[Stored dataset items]
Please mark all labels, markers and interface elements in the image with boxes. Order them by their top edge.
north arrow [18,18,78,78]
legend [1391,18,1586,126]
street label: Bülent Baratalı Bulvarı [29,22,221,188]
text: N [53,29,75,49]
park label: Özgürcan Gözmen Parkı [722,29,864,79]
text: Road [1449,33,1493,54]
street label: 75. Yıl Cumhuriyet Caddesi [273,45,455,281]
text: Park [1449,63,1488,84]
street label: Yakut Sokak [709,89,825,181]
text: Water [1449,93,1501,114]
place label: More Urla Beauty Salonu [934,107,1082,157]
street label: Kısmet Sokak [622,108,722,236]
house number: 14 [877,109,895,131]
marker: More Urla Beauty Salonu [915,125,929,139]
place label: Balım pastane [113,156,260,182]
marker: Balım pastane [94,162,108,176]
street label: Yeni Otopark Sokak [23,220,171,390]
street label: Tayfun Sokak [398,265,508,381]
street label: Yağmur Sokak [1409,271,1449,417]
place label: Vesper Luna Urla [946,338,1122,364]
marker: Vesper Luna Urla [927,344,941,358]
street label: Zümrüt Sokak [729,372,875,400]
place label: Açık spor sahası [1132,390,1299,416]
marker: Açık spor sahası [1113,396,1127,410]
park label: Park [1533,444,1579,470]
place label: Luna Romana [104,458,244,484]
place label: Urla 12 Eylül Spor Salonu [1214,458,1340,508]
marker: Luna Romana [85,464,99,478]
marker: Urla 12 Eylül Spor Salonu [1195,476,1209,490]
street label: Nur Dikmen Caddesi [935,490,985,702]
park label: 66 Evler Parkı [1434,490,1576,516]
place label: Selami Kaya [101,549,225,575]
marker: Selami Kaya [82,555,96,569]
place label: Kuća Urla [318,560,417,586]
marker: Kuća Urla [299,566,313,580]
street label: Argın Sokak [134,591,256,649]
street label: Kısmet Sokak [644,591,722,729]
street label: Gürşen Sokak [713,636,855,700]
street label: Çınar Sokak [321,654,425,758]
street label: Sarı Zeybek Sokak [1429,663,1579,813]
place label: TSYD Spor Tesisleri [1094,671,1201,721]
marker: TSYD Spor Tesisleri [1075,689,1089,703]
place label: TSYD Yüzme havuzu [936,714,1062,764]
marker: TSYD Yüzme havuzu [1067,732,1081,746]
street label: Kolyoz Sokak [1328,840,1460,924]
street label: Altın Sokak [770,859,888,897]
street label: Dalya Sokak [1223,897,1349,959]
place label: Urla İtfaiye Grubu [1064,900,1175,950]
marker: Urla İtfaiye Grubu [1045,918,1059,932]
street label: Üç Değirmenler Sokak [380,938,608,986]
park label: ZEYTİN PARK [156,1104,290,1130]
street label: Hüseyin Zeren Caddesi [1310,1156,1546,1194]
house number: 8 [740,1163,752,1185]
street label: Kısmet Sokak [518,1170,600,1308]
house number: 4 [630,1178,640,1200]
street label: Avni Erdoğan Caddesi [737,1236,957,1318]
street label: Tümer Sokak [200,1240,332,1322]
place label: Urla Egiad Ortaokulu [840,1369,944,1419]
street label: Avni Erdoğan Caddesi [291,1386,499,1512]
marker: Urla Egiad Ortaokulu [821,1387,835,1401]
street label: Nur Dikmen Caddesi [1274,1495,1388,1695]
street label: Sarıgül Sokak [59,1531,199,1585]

- Exercise description
Search the records for the word "Beauty". Copy each line where it appears.

- Problem solution
place label: More Urla Beauty Salonu [934,107,1082,157]
marker: More Urla Beauty Salonu [915,125,929,139]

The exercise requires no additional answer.